I got there in the darkness,
passed through that light filled fog,
went through the iron gate

which leaned open on loosened hinges.
Inside the stone fence the families’ hands
had laid, who lay now in perfect quiet

next to each other, I stood a long time,
the day shorn, my feet hurting.
I was going toward death, maybe.

Yet I was happy.  It was almost beyond beauty,
pine-fragrant, fog swirling the stillness,
the stones leaning, writing slowly vanishing.
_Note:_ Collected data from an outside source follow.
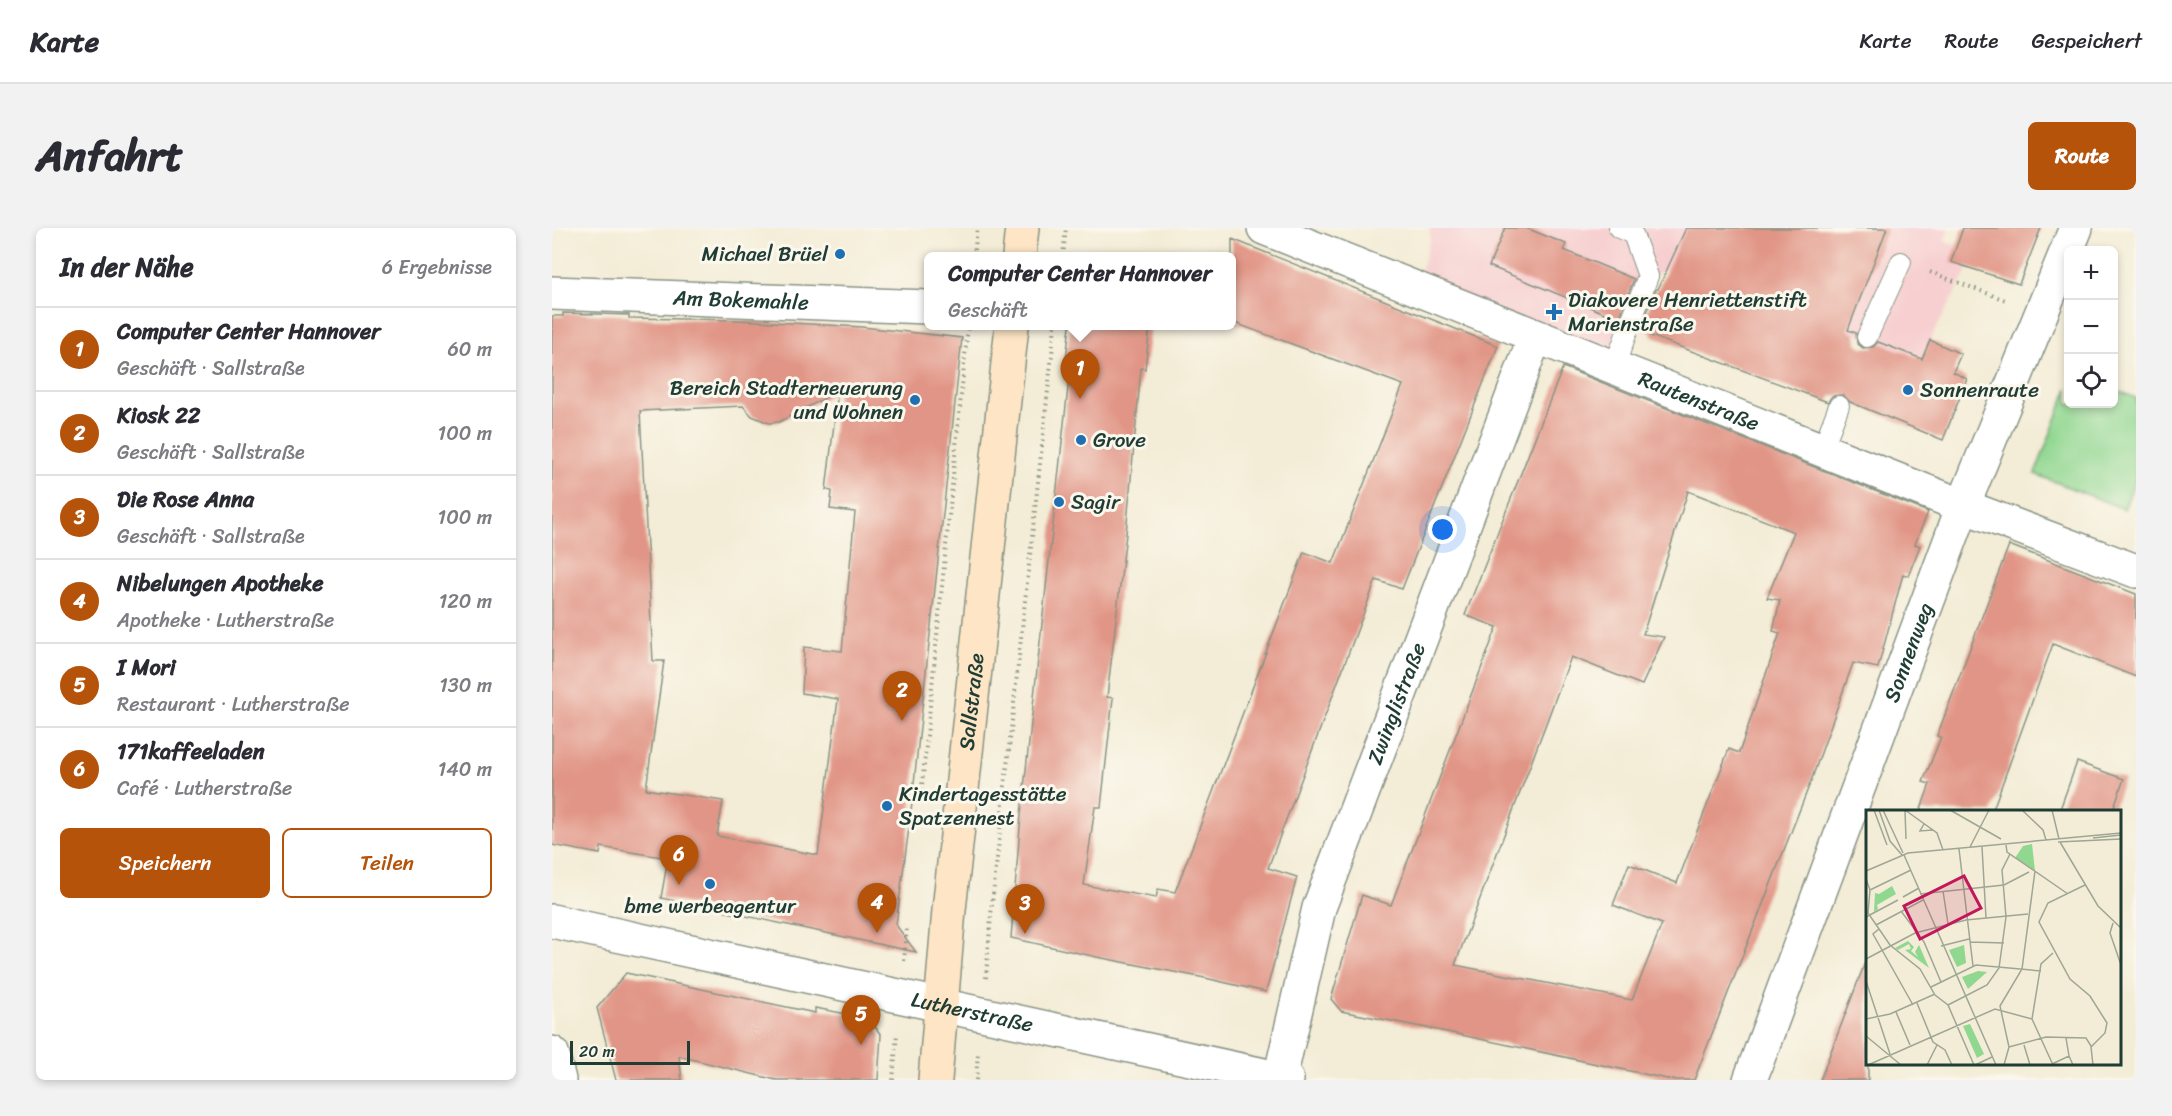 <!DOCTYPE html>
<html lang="de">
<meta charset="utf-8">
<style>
:root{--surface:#fff;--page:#f2f2f3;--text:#2b2b33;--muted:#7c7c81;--line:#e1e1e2;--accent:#b45309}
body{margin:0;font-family:Sriracha,sans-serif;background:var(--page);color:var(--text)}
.controls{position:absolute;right:18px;top:18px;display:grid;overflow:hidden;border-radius:9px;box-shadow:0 3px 9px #0003}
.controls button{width:54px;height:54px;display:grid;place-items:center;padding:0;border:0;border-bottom:2px solid var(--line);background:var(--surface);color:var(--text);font:30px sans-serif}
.scale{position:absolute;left:18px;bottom:15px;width:120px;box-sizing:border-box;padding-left:6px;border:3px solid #1f3d34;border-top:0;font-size:16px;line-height:21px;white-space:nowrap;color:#1f3d34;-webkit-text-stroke:4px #fbf7ec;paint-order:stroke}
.you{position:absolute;left:891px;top:302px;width:21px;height:21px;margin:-15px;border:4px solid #fff;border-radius:50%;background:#1a73e8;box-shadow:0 0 0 9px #1a73e833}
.badge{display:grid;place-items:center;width:39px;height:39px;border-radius:50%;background:var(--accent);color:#fff;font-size:20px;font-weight:700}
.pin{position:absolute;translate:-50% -50px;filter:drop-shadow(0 2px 3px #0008)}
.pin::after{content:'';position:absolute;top:32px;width:21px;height:18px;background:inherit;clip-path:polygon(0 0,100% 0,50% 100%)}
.popup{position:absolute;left:372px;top:24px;width:312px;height:78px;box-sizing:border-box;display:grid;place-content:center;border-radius:9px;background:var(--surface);filter:drop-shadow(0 2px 4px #0005);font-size:20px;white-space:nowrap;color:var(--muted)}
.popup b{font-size:22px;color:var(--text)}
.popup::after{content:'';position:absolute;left:50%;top:100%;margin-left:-12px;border:12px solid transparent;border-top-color:var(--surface)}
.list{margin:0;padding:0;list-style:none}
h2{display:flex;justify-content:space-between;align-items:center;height:78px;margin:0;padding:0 24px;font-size:26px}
h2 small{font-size:20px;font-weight:400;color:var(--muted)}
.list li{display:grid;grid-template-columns:39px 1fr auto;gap:18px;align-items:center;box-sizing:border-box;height:84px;padding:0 24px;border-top:2px solid var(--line)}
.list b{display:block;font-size:22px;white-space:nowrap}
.list p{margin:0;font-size:20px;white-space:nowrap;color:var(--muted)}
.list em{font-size:20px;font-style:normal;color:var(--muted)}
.actions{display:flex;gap:12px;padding:18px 24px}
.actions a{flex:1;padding:14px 0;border:2px solid var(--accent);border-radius:9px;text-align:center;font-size:21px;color:var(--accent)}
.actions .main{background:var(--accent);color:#fff}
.icon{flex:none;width:33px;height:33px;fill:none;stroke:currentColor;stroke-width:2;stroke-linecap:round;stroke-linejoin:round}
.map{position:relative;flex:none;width:1584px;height:852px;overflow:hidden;border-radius:9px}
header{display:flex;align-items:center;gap:36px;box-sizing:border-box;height:84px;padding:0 30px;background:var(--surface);border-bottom:2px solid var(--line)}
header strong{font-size:28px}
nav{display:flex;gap:33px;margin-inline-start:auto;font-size:21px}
.intro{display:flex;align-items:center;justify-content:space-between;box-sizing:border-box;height:144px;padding:0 36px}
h1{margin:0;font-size:42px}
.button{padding:15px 27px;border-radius:9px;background:var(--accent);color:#fff;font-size:21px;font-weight:700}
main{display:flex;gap:36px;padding:0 36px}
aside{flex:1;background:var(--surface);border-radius:9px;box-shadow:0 3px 9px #0003}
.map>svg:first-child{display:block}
</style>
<header>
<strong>Karte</strong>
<nav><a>Karte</a><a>Route</a><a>Gespeichert</a></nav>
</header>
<div class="intro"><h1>Anfahrt</h1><a class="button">Route</a></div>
<main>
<aside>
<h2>In der Nähe<small>6 Ergebnisse</small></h2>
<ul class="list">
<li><span class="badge">1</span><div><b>Computer Center Hannover</b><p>Geschäft · Sallstraße</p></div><em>60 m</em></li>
<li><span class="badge">2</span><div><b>Kiosk 22</b><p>Geschäft · Sallstraße</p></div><em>100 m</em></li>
<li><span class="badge">3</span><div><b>Die Rose Anna</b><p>Geschäft · Sallstraße</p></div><em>100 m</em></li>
<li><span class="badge">4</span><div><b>Nibelungen Apotheke</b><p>Apotheke · Lutherstraße</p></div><em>120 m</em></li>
<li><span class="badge">5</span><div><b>I Mori</b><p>Restaurant · Lutherstraße</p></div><em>130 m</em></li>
<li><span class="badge">6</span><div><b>171kaffeeladen</b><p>Café · Lutherstraße</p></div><em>140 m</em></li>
</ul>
<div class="actions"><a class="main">Speichern</a><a>Teilen</a></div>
</aside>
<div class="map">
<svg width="1584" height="852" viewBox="0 0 1584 852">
<rect width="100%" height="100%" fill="#fbf7ec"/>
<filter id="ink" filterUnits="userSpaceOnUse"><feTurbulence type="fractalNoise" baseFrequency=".0167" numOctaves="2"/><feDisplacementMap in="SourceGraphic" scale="12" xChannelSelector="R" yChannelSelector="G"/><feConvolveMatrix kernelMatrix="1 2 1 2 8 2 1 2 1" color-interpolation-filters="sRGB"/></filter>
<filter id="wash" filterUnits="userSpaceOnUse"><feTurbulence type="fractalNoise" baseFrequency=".008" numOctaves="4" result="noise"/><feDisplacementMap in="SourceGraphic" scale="24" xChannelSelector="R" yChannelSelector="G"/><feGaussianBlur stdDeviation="1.35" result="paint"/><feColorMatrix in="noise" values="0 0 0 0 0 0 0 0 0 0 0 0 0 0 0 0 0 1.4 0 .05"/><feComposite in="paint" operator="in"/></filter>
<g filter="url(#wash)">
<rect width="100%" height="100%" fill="#f3ecd6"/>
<path fill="#f7cfd0" d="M 878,0 L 1397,0 L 1392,13 L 1425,24 L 1378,112 L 1370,131 L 1128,36 L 1095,50 L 1063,140 L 863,61 L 878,11 Z"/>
<path fill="#90d790" stroke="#588a62" stroke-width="1.5" d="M 1516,160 L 1516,176 L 1562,176 L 1562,161 L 1584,170 L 1584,250 L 1572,281 L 1483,246 Z"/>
<g id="blocks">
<g fill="#e19586" fill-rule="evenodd">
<path d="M 953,0 L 974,0 L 1014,16 L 1012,22 L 1082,51 L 1067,91 L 937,38 Z"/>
<path d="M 1134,0 L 1335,0 L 1296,102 L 1304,105 L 1305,115 L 1311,120 L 1321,119 L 1326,114 L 1370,131 L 1378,112 L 1409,126 L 1401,144 L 1415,151 L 1391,212 L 1298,174 L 1291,167 L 1280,168 L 1276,174 L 1099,108 L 1100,105 L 1089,100 L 1104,61 L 1106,61 Z"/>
<path d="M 1411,0 L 1489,0 L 1467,56 L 1399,34 Z"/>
<path d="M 680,11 L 946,118 L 850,361 L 824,352 L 716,640 L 745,649 L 714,764 L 653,750 L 545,729 L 459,710 L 469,587 L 519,132 L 514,131 L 518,98 L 598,98 L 593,141 L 589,140 L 574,306 L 555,469 L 561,470 L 549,579 L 543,579 L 532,657 L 604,670 L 606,661 L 623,664 L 752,324 L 781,335 L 851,157 L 680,94 Z"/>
<path d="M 11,85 L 77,87 L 77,90 L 186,92 L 310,99 L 410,110 L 358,592 L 344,697 L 364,724 L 109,670 L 116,630 L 49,619 L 48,626 L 0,617 L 0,88 L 11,88 ZM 286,163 L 274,262 L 280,263 L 278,281 L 303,284 L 290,423 L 252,419 L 250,465 L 286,471 L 266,627 L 165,608 L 171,573 L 94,561 L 112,433 L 101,433 L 88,183 L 191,178 L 200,188 L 217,195 L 227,194 Z"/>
<path d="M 1011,139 L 1376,284 L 1363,316 L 1368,318 L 1356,348 L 1351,346 L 1326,440 L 1301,435 L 1259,553 L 1142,852 L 1120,852 L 900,805 L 789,783 L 779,771 L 810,667 L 839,677 L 945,399 L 913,387 ZM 1136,263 L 1242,304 L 1215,370 L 1228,372 L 1221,403 L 1228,405 L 1187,525 L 1177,521 L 1125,655 L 1077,636 L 1061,677 L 1110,696 L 1080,772 L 903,737 L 1019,429 L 1090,457 L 1112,409 L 1091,406 Z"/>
<path d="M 1457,317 L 1584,366 L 1584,449 L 1501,416 L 1440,584 L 1368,584 L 1378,556 L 1371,554 L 1389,509 L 1385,508 Z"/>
<path d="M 1525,534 L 1572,551 L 1560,584 L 1507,584 Z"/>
<path d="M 1313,735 L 1316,736 L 1316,852 L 1268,852 Z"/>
<path d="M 74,745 L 263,785 L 263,780 L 295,786 L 295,793 L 321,796 L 329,807 L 326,852 L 224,852 L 127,828 L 130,852 L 64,852 L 45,780 Z"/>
</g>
</g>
</g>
<g filter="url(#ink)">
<use href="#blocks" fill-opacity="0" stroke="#899485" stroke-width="1.5"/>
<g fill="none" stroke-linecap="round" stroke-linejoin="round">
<defs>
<g id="lane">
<path d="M 1315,109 L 1349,34"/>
<path d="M 1062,139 L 1096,48 L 1081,6 L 1067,0"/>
<path d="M 1270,222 L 1287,178"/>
</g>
<g id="street">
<path id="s1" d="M 712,0 L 1411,278 L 1584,343"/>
<path id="s2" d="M 0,65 L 376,79"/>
<path id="s3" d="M 0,693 L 735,852"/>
<path d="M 0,825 L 7,852"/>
<path id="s4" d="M 728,850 L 767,680 L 983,109"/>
<path id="s5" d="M 1198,852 L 1411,278 L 1524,0"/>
</g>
<g id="secondary">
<path d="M 467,28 L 470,0"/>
<path id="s6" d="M 383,852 L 397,682 L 460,98"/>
</g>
</defs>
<use href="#lane" stroke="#899485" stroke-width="22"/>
<use href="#street" stroke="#899485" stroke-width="36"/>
<use href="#secondary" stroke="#899485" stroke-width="36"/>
<g stroke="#899485" stroke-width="4" stroke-dasharray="1.5 4.5" stroke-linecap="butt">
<path d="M 422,28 L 425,0"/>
<path d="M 511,28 L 514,0"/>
<path d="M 1378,44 L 1456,73"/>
<path d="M 369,568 L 416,98"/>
<path d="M 352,733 L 355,698"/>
<path d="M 434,750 L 440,676 L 503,98"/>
<path d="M 341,852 L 345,806"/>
<path d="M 424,852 L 426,823"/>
</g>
<use href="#lane" stroke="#fff" stroke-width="20"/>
<use href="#street" stroke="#fff" stroke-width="33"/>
<use href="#secondary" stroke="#fde5c5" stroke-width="33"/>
</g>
</g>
<g fill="#1f6fb2" stroke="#fbf7ec" stroke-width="2">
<circle cx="288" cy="26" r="6"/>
<path d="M999 75h6v6h6v6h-6v6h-6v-6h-6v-6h6z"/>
<circle cx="1356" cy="162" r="6"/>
<circle cx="363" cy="172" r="6"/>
<circle cx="529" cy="212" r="6"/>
<circle cx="507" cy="274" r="6"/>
<circle cx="335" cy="578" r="6"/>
<circle cx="158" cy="656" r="6"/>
</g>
<g text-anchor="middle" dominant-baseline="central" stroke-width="6" stroke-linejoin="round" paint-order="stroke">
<g font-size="21" fill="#1f3d34" stroke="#fbf7ec" text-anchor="start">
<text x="276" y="26" text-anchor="end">Michael Brüel</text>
<text x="1016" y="72">Diakovere Henriettenstift<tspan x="1016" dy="24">Marienstraße</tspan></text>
<text x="351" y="160" text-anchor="end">Bereich Stadterneuerung<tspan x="351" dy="24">und Wohnen</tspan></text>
<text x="1368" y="162">Sonnenraute</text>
<text x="541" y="212">Grove</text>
<text x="519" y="274">Sagir</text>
<text x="347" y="566">Kindertagesstätte<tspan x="347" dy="24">Spatzennest</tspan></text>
<text x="158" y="678" text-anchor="middle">bme werbeagentur</text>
</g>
<g font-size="21" fill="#1f3d34" stroke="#fbf7ec">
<text stroke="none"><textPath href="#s2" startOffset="189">Am Bokemahle</textPath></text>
<text stroke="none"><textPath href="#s1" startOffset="468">Rautenstraße</textPath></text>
<text stroke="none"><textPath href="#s5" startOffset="456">Sonnenweg</textPath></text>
<text stroke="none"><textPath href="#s6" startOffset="380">Sallstraße</textPath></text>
<text stroke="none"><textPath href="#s4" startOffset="393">Zwinglistraße</textPath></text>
<text stroke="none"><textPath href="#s3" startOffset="430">Lutherstraße</textPath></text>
</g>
</g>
<g transform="translate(1314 582)">
<rect width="255" height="255" fill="#f3ecd6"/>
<path d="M 166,34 L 169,61 L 149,48 L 157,36 ZM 26,76 L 30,84 L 11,95 L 12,99 L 8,102 L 9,83 L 13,84 ZM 42,131 L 48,137 L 45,141 L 52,147 L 49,142 L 53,135 L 63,158 L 39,140 L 45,139 L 43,134 L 32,140 L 29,138 ZM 98,135 L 100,153 L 91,157 L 83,140 ZM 112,161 L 121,162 L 102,179 L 96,167 ZM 104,214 L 118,244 L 111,248 L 97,216 Z" fill="#90d790"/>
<path fill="none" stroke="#9ea695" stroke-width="1.5" d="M 8,0 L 21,35M 13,0 L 24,31 L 36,45M 17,0 L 37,43M 39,0 L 71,23 L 77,40M 84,0 L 135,29M 156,0 L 177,20 L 180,30M 186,0 L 193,29M 39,1 L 40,29M 58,14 L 54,21 L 67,20M 227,28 L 255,25M 192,32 L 255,29M 194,32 L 232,96 L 255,118M 140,35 L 141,42 L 202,84M 104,37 L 123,0M 116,37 L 120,108M 93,39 L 107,156M 38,45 L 130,255M 0,61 L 42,43 L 255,23M 0,69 L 4,80 L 2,103 L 24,135 L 54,159 L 69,185 L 82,195 L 108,255M 219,75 L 182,93 L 173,112 L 204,169 L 224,186 L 241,213 L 239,223 L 225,237 L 227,255M 4,80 L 45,60M 77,81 L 82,114M 54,84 L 138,75 L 163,62M 37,87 L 53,78M 35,101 L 58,132 L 75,172M 0,107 L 32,90M 247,113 L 244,123 L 255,155M 10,115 L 57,90M 13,119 L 7,124 L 47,195M 104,132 L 138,133M 75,136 L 103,129M 0,149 L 49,123 L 100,110 L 162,104M 0,171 L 24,244M 65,177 L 110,155 L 175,161M 51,193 L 67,232 L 79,240 L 86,255M 82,195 L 121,175 L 133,158 L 140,107 L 136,60 L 144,44M 30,202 L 44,235M 0,209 L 24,204 L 69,184M 0,226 L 35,255M 200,228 L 203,246M 158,235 L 164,255M 143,237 L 180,227 L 220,228 L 225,236M 186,254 L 203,246 L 207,255M 2,255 L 129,199 L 166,209M 61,255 L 71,235M 109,255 L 126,247M 138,255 L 143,237 L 134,196 L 156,159 L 169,61M 187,255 L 166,209 L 175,154 L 187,143"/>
<path fill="#c2185b" fill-opacity="0.15" stroke="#c2185b" stroke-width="3" d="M 98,66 L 115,98 L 54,129 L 38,96 Z"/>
<rect width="255" height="255" fill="none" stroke="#1f3d34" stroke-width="3"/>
</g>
</svg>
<div class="controls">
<button>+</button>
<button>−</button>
<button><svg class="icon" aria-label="locate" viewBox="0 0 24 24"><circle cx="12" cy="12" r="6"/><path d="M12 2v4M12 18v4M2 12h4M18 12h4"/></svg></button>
</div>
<div class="scale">20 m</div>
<div class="you"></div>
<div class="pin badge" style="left:528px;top:171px">1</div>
<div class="popup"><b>Computer Center Hannover</b>Geschäft</div>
<div class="pin badge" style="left:350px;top:493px">2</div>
<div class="pin badge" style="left:473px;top:706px">3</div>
<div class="pin badge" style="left:325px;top:705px">4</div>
<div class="pin badge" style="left:309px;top:817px">5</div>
<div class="pin badge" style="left:127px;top:657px">6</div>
</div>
</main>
I stood there.  I stood, wondering, a clear space.
Michael, my angel, how are you?
Emptiness overhead hurtling the stars farther.                    
 
                                                In Memoriam:  M.K.L.

 
THE ELEGY
 
My husband is making a scene—
a ladder about to tip over, pots of paint in disarray,
and orange flames.  His mother is dying.
 
She is not in it, she is already gone,
locked in the imbricated grays, the strewn
oils on the floor, her empty chair near the center.
 
And he is twenty again,
pupil and antagonist,
sprawled where her feet would be, his hands holding him upright.
 
The background is
the country town they summered in,
same street, same houses, same church with steeple.
 
The chair like the town
is nineteenth century, bygone,
a horseshoe arm rail with carved spindles.
 
She is not there, and if you did not know her
she cannot hold the painting together—
what you would see is emptiness, longing, and fire.
 
Which is what holds us together now.
He turns to my staring,
his eyes fly over me like blue gaps
 
to the track lights on the ceiling.
Where is she going?
Where are we all?
 
Next month he will be back at it,
regarding then moving in closer,
painting over the edges of flame.
 
It will look more tranquil, and sadder.
She will be gone.
He will not have finished it.





Rosemary Winslow
Rosemary Winslow teaches writing and literature at The Catholic University of America.  Her poems and essays on poetry have appeared widely in  journals and books, most recently in Beltway, Poet Lore, 32 Poems, The Schuykill Valley Journal, and Voices from Frost Place, and Don't Call It That.  She has published numerous essays on sound structure in poetry in Poetics Today, Language and Style, Composition Studies, The Encyclopedia of Twentieth Century American Poetry, and other places.  Her work has received awards and grants from The District of Columbia Commission on the Arts, NEH, the Vermont Studio Center, and other foundations.  She lives with her husband John, a visual artist, in downtown Washington, D.C.